▶ EXERCISE DETAILS: As the answer, give every line of the records that includes the word "from".

▶ WORKING DATA:

___

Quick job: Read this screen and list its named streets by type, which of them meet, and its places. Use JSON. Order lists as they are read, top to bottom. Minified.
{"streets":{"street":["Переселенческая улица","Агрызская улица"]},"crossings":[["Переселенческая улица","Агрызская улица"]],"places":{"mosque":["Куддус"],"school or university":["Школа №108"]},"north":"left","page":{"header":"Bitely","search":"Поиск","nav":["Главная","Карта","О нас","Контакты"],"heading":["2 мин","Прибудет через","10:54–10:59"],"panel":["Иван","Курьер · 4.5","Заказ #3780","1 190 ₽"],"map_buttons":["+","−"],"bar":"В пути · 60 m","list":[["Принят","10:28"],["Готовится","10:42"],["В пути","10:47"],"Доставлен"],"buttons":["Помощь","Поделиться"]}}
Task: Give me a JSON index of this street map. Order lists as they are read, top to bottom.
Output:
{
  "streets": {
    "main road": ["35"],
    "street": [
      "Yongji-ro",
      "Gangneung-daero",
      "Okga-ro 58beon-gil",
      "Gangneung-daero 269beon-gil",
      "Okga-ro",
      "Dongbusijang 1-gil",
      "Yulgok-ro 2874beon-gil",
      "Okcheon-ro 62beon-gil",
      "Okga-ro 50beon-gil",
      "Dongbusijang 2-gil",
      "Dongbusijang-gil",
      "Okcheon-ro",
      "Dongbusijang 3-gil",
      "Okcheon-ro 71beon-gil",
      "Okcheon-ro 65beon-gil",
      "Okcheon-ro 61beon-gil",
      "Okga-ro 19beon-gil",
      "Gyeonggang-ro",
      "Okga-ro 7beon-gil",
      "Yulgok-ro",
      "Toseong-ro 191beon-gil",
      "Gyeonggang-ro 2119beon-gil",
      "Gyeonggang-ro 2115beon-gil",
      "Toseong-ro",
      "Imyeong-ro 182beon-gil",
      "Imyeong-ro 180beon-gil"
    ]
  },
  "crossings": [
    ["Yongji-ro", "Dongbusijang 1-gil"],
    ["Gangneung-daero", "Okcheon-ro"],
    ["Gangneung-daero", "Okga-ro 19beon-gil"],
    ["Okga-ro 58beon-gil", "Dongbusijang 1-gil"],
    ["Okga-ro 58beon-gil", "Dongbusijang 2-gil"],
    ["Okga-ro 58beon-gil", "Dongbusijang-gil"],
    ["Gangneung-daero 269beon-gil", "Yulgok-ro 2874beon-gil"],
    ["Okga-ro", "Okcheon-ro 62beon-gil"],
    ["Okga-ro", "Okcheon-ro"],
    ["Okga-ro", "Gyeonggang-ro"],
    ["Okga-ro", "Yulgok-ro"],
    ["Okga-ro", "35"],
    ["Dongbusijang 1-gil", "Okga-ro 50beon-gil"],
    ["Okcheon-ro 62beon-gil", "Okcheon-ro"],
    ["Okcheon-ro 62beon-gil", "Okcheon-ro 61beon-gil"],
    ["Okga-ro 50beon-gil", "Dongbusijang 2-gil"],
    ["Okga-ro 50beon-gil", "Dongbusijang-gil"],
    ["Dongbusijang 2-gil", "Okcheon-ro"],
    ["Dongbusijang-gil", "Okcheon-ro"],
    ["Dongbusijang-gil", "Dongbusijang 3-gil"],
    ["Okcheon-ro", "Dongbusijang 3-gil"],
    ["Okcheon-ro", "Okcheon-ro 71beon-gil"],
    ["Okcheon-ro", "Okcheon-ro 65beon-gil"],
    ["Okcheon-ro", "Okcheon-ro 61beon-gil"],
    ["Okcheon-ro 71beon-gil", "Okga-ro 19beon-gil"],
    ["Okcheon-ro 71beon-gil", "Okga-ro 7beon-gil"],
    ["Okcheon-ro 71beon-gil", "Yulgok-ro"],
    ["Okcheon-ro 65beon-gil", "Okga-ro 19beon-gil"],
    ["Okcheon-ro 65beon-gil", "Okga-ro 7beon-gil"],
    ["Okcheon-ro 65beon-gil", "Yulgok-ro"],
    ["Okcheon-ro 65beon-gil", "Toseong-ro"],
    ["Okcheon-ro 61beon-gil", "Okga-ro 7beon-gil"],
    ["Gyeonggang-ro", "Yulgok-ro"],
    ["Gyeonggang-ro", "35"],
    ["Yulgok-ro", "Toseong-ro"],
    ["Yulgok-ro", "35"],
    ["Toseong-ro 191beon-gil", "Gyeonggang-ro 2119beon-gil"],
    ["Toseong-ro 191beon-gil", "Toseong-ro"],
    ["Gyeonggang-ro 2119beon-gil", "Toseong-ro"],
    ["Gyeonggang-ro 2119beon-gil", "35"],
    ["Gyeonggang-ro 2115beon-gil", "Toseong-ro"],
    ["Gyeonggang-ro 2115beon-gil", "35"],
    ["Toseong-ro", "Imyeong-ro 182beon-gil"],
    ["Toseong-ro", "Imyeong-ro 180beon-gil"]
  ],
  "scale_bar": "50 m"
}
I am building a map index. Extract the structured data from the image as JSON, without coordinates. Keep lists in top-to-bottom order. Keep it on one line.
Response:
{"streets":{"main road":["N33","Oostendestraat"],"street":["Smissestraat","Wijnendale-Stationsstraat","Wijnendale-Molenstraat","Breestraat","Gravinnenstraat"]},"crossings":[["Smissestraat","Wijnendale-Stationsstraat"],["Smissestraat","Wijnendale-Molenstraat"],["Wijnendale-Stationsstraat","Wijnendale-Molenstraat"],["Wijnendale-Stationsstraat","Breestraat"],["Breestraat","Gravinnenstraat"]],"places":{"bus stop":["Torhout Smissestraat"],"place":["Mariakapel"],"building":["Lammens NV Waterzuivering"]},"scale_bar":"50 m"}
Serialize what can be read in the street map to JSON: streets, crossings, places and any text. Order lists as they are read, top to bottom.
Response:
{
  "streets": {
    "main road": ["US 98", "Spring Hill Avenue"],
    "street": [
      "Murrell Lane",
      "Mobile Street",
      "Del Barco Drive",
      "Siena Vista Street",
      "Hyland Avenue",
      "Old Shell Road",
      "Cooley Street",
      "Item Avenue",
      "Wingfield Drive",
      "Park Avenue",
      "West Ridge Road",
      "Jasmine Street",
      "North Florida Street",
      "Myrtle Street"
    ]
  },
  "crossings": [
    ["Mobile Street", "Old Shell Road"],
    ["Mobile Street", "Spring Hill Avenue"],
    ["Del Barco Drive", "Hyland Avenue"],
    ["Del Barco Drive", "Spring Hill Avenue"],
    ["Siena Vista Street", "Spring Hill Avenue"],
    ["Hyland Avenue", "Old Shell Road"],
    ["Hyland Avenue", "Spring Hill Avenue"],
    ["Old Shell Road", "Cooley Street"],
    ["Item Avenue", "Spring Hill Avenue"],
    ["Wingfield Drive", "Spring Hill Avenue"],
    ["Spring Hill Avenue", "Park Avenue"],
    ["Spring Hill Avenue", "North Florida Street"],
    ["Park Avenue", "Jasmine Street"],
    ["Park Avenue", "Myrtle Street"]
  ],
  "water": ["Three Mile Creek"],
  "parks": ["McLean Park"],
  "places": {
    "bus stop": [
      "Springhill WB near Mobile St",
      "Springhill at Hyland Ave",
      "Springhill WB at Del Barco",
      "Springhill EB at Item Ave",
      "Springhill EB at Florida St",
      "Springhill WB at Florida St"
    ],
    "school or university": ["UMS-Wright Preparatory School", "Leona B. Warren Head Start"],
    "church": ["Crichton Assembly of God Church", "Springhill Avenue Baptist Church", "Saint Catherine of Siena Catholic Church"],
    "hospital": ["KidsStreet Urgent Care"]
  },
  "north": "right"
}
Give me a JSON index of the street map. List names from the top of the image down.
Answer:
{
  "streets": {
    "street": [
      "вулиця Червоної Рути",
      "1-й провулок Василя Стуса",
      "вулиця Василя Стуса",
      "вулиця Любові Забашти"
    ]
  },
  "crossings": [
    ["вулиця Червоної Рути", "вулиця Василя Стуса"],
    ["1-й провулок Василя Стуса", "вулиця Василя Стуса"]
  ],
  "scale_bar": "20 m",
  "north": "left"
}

___

▶ EXERCISE SOLUTION:
I am building a map index. Extract the structured data from the image as JSON, without coordinates. Keep lists in top-to-bottom order. Keep it on one line.
Give me a JSON index of the street map. List names from the top of the image down.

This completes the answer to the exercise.